> **WORK INSTRUCTION**:
Copy all lines of the listing that include the string "linejoin".

> **DATA IN THIS EXERCISE**:
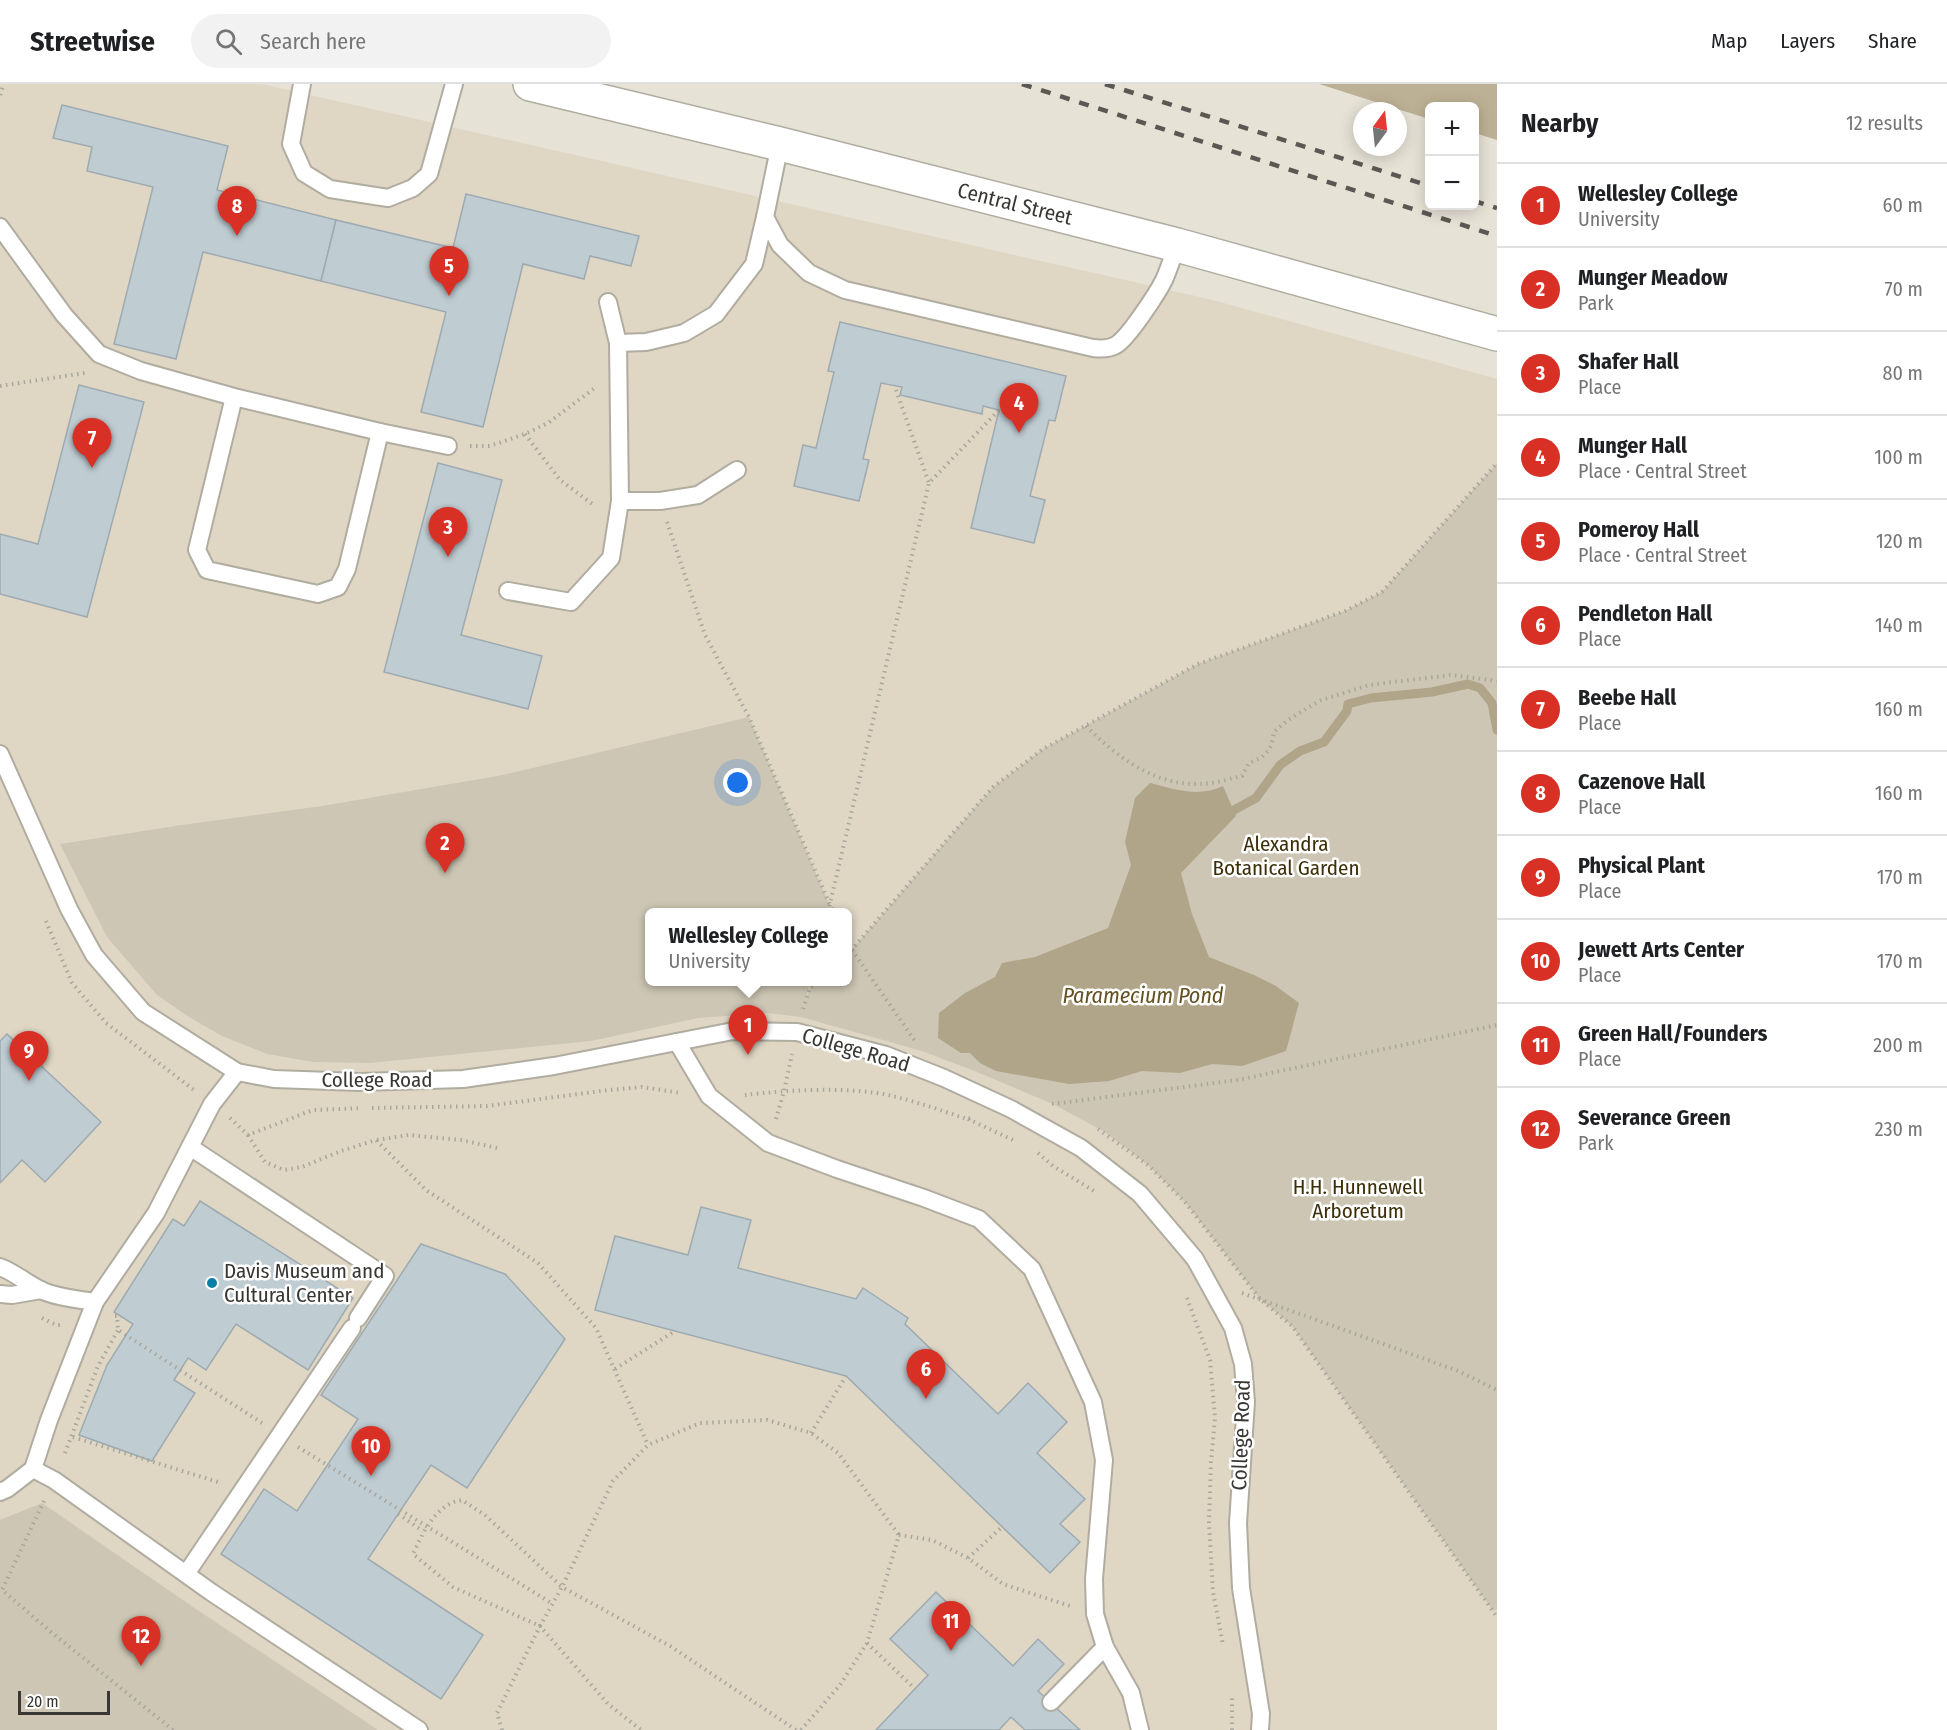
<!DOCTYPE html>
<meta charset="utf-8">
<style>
:root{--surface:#fff;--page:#f2f2f2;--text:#202124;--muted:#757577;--line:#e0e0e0;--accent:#d93025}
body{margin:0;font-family:"Fira Sans Condensed",sans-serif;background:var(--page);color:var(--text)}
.controls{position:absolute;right:18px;top:18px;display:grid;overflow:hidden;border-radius:9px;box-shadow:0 3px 15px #0003}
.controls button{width:54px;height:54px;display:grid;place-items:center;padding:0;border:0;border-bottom:2px solid var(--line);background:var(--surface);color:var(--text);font:30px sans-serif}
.compass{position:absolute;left:1353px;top:18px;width:54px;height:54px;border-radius:50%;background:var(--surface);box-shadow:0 3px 15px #0003;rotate:15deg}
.scale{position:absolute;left:18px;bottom:15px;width:92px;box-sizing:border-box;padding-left:6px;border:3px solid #393733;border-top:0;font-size:16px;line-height:21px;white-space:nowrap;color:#393733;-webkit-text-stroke:4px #fff;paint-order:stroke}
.you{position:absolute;left:738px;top:699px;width:21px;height:21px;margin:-15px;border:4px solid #fff;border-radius:50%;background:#1a73e8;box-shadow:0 0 0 9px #1a73e833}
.badge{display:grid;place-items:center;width:39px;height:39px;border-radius:50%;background:var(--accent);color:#fff;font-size:20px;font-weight:700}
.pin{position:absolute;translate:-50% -50px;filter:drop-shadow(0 2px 3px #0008)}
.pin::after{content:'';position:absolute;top:32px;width:21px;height:18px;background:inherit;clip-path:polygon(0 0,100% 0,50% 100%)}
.popup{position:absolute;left:645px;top:824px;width:207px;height:78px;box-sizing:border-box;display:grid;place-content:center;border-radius:9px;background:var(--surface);filter:drop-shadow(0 2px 4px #0005);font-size:20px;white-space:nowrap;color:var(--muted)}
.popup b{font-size:22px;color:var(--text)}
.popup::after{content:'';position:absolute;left:50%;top:100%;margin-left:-12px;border:12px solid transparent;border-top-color:var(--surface)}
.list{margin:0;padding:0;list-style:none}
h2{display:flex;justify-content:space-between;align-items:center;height:78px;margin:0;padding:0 24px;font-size:26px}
h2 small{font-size:20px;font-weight:400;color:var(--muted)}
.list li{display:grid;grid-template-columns:39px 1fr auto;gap:18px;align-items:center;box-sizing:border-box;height:84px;padding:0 24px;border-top:2px solid var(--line)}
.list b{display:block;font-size:22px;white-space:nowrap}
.list p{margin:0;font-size:20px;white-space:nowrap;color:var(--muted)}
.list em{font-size:20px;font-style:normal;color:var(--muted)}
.icon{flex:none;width:33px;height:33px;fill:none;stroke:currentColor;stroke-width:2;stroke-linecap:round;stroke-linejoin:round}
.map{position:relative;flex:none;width:1497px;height:1646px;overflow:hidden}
header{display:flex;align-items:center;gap:36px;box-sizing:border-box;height:84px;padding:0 30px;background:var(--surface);border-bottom:2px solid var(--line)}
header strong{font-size:28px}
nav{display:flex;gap:33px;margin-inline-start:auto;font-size:21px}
.search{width:420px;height:54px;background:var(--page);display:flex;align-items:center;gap:15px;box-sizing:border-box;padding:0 21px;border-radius:33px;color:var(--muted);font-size:22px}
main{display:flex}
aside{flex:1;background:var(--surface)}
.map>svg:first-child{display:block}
.built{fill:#dfd7c4;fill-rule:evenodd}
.green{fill:#cdc6b4}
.forest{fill:#bdb195}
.water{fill:#b0a589}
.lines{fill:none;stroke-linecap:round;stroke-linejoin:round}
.stream{stroke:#b0a589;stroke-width:9}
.building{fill:#bfccd2;stroke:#9eaab1;stroke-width:1.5}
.lane-casing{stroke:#b0aca0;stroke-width:20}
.secondary-casing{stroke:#b0aca0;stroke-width:36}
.path{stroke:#a9a69c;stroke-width:4;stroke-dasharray:1.5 4.5;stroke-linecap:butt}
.lane{stroke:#fff;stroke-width:16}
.secondary{stroke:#fff;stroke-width:33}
.rail{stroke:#5b5853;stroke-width:4.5;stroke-dasharray:10 10;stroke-linecap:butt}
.poi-dot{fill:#0b7fa6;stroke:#fff;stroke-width:2}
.labels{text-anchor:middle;stroke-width:5;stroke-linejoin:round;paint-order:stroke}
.street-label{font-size:21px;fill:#393733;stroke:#fff}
.park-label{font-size:21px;fill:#3d2f08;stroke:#fff}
.poi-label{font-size:21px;fill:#393733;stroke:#fff;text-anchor:start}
.water-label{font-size:22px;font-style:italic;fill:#635120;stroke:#fff}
</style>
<header>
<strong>Streetwise</strong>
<div class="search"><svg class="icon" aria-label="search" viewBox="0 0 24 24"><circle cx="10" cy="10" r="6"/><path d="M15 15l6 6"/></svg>Search here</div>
<nav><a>Map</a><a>Layers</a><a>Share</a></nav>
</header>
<main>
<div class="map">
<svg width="1497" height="1646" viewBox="0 0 1497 1646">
<rect width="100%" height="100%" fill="#e7e2d6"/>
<!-- built -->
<path class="built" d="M0,0H262L1213,216L1497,295V1646H0ZM649,828H847V898H649Z"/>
<!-- green -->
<g class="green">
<polygon points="1497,379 1497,1525 1493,1527 1292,1242 1260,1215 1185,1118 1148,1081 1105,1048 1053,1020 977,988 922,967 801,933 767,929 698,934 591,957 370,979 313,978 267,970 222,952 189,933 157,911 107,853 60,760 182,741 322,722 503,691 749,633 830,822 828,828 649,828 649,898 810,898 805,918 810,904 817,898 847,898 847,871 993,703 1043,665 1198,580 1345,527 1382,508"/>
<polygon points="42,1419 193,1523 378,1646 0,1646 0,1436"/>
</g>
<!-- forest -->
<polygon class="forest" points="1319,0 1497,0 1497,56 1475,49 1474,22 1430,22 1429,35"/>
<!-- water -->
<path class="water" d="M1150,699C1174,705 1199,714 1223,702L1236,732L1181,789L1192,830L1209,873L1254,891L1276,902L1299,919L1286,967L1242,982L1212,980L1180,989L1142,987L1109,997L1069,1000L996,987L980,979L970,969H961L938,954L939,929L965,909L995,893L1002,879L1035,873L1108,844L1131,781L1125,758L1135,714Z"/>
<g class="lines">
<!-- stream -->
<polyline class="stream" points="1234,726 1256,714 1280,681 1300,667 1324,658 1347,627 1348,620 1371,614 1432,608 1468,600 1480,604 1492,619 1497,646"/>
</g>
<!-- building -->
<g class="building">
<polygon points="62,21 228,62 217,106 336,136 321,197 203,168 176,275 114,260 153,103 87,87 92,63 53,54"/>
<polygon points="466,110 639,152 631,182 590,172 584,195 523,180 483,343 421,328 446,228 321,197 336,136 453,164"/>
<polygon points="840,238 1066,292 1055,337 1049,336 1030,412 1045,416 1034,459 971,444 999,326 983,322 982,330 900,311 902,303 881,299 863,375 869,376 859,417 794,402 803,361 816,364 834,288 828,287"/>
<polygon points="79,301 144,318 87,533 0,510 0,450 38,460"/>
<polygon points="438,379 502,396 461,551 542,572 528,625 384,588"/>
<polygon points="7,950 101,1038 45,1098 22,1076 0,1099 0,957"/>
<polygon points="200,1117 353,1214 308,1286 236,1240 206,1286 188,1274 174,1296 195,1309 152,1377 79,1351 107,1281 133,1240 114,1228 173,1135 184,1142"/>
<polygon points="701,1123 751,1136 738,1184 856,1215 863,1204 908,1234 905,1240 998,1330 1028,1299 1067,1338 1037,1369 1085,1415 1060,1440 1080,1458 1050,1489 846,1292 595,1226 615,1152 688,1171"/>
<polygon points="421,1160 505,1190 565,1255 467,1404 431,1381 368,1475 483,1551 441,1615 221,1470 264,1405 297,1427 358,1335 321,1311"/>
<polygon points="936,1508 1013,1582 1038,1555 1064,1580 1038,1607 1080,1646 1025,1646 1011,1633 999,1646 876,1646 928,1591 890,1555"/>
</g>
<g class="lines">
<!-- lane casing -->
<g class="lane-casing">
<g id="lane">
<polyline points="302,0 291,60 304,89 330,105 388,114 413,104 429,90 454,0"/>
<path d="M780,60L765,133L780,161L809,189L845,206L1093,264C1101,265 1109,265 1116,261C1128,254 1157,210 1164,196C1169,185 1173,172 1177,161"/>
<polyline points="0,143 64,231 99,270 141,287 234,313 380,348 347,485 338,503 318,510 207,486 197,466 234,313"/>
<polyline points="608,218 618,259 620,417 660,417 698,411 737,386"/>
<polyline points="618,259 646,258 684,249 716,230 754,180 765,133"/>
<polyline points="380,348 448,362"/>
<polyline points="508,507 571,518 611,474 620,417"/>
<polyline points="0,670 69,825 94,871 143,928 237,988 274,995 360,998 463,995 554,982 733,947 797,948 886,971 944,994 1011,1025 1081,1064 1140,1110 1195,1175 1233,1244 1243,1280 1246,1318 1238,1439 1241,1504 1261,1630 1260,1646"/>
<polyline points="677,958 709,1012 768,1059 837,1085 924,1114 979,1135 1032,1185 1093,1318 1104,1376 1094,1495 1095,1530 1105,1563 1131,1609 1140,1646"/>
<polyline points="190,1063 385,1192 358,1234"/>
<path d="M0,1183C16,1189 27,1200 43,1207C59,1214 77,1215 95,1218"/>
<polyline points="0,1210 12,1211 41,1206"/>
<polyline points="33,1385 49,1336 95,1218 156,1129 212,1020 237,988"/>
<polyline points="0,1408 7,1405 33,1385 54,1396 211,1508 419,1646"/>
<polyline points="186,1490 352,1244"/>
<polyline points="1051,1618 1105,1563"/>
</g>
</g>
<!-- secondary casing -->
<g class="secondary-casing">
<polyline id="secondary" points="530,0 780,60 1177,161 1497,250"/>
</g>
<!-- path -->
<g class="path">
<polyline points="0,11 4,0"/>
<polyline points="0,302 85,289"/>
<polyline points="896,306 929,399"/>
<polyline points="525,350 560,396 595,422"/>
<polyline points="470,362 490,362 525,350 548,339 596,303"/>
<polyline points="667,438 705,551 749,633 833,828"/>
<path d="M1086,642C1119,675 1160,706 1210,699C1221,698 1232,694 1242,692L1249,679L1262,673L1268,667L1271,662L1274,648L1288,636L1319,617L1369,601L1451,591L1497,597"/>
<polyline points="828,828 929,399 999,326"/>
<polyline points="46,837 72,899 106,939 194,1006"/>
<polyline points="847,855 852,866 915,957"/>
<polyline points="847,871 993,703 1043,665 1198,580 1345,527 1382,508 1497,379"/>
<polyline points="811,903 817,898"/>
<polyline points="803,925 812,898"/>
<path d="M745,1011C787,1006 851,1002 892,1012C918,1018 943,1027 967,1035L971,1034"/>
<polyline points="1052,1020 1238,996 1497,941"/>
<polyline points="372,1024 487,1022 609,1006 642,1003 681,1009"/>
<polyline points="230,1034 248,1051 313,1026 362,1024"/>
<polyline points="776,1035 784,1007 792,970"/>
<polyline points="968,1035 1013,1056"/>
<polyline points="1098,1045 1148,1081 1185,1118 1260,1215 1292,1242 1497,1533"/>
<polyline points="248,1051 265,1078 284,1086 302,1083 341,1067 376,1056 426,1106 538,1179 596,1244 648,1361"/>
<polyline points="377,1056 409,1051 461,1056 497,1064"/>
<polyline points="1038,1069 1053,1082 1094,1107"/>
<polyline points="1242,1209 1458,1287 1497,1306"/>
<polyline points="1187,1214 1210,1276 1215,1334 1211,1378 1209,1439 1213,1508 1223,1561"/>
<polyline points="115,1232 117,1232 118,1246 262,1339"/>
<polyline points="42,1234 56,1241 60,1241"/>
<polyline points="615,1285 675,1247"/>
<polyline points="811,1349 846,1292"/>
<polyline points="73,1353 221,1399"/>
<polyline points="298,1363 553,1520"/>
<polyline points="65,1369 98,1282 118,1246"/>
<polyline points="44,1417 2,1506 51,1548 173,1646"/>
<polyline points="398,1430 423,1447"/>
<polyline points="968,1474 1002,1443"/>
<polyline points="867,1559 915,1605"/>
<polyline points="502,1646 497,1629 540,1542 608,1620 641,1646"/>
<path d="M796,1646L670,1562L562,1503L540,1542L453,1503L413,1470C423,1448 436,1420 462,1416L485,1431L562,1503L613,1397L648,1361L700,1339L767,1336L811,1349L838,1369L899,1451"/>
<polyline points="801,1646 840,1601 867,1559 899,1451 932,1456 968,1474 1003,1500 1073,1523"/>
<polyline points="1232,1646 1232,1613"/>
</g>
<!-- lane -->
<use href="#lane" class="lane"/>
<!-- secondary -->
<use href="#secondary" class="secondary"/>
<!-- rail -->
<g class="rail">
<polyline points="1022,0 1497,152"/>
<polyline points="1105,0 1430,102"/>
<polyline points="1474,117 1497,124"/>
</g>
</g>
<!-- markers -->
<circle class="poi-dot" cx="212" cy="1199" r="6"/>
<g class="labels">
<!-- street labels -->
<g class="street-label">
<text transform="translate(1015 120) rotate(14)" y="7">Central Street</text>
<text transform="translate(856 966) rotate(16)" y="7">College Road</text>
<text x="377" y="1003">College Road</text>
<text transform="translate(1241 1351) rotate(-88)" y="7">College Road</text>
</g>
<!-- park labels -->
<g class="park-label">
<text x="1286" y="767">Alexandra<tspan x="1286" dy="24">Botanical Garden</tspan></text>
<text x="1358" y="1110">H.H. Hunnewell<tspan x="1358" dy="24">Arboretum</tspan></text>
</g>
<!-- poi labels -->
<g class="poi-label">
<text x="224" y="1194">Davis Museum and<tspan x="224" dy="24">Cultural Center</tspan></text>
</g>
<!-- water labels -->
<g class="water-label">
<text x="1143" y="919">Paramecium Pond</text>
</g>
</g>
</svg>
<div class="controls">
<button>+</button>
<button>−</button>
</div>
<svg class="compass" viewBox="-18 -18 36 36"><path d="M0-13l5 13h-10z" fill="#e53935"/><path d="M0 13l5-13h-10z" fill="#757577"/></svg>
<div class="scale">20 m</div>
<div class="you"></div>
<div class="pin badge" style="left:748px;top:971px">1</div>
<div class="popup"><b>Wellesley College</b>University</div>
<div class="pin badge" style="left:445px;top:789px">2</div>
<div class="pin badge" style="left:448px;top:473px">3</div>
<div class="pin badge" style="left:1019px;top:349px">4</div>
<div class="pin badge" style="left:449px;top:212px">5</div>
<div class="pin badge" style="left:926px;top:1315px">6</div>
<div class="pin badge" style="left:92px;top:384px">7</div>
<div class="pin badge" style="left:237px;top:152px">8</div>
<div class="pin badge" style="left:29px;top:997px">9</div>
<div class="pin badge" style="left:371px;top:1392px">10</div>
<div class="pin badge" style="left:951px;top:1567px">11</div>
<div class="pin badge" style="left:141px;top:1582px">12</div>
</div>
<aside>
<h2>Nearby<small>12 results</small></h2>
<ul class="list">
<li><span class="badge">1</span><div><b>Wellesley College</b><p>University</p></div><em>60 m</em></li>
<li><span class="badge">2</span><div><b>Munger Meadow</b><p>Park</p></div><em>70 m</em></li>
<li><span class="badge">3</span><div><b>Shafer Hall</b><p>Place</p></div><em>80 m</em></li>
<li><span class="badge">4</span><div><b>Munger Hall</b><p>Place · Central Street</p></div><em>100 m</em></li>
<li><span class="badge">5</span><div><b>Pomeroy Hall</b><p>Place · Central Street</p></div><em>120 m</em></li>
<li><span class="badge">6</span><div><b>Pendleton Hall</b><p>Place</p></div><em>140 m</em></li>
<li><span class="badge">7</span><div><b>Beebe Hall</b><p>Place</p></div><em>160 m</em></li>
<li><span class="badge">8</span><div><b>Cazenove Hall</b><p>Place</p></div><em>160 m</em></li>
<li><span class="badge">9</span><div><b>Physical Plant</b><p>Place</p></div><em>170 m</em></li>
<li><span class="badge">10</span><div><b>Jewett Arts Center</b><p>Place</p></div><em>170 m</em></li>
<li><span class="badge">11</span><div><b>Green Hall/Founders</b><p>Place</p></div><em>200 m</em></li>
<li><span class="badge">12</span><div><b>Severance Green</b><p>Park</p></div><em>230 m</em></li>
</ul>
</aside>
</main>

> **TASK OUTPUT**:
.icon{flex:none;width:33px;height:33px;fill:none;stroke:currentColor;stroke-width:2;stroke-linecap:round;stroke-linejoin:round}
.lines{fill:none;stroke-linecap:round;stroke-linejoin:round}
.labels{text-anchor:middle;stroke-width:5;stroke-linejoin:round;paint-order:stroke}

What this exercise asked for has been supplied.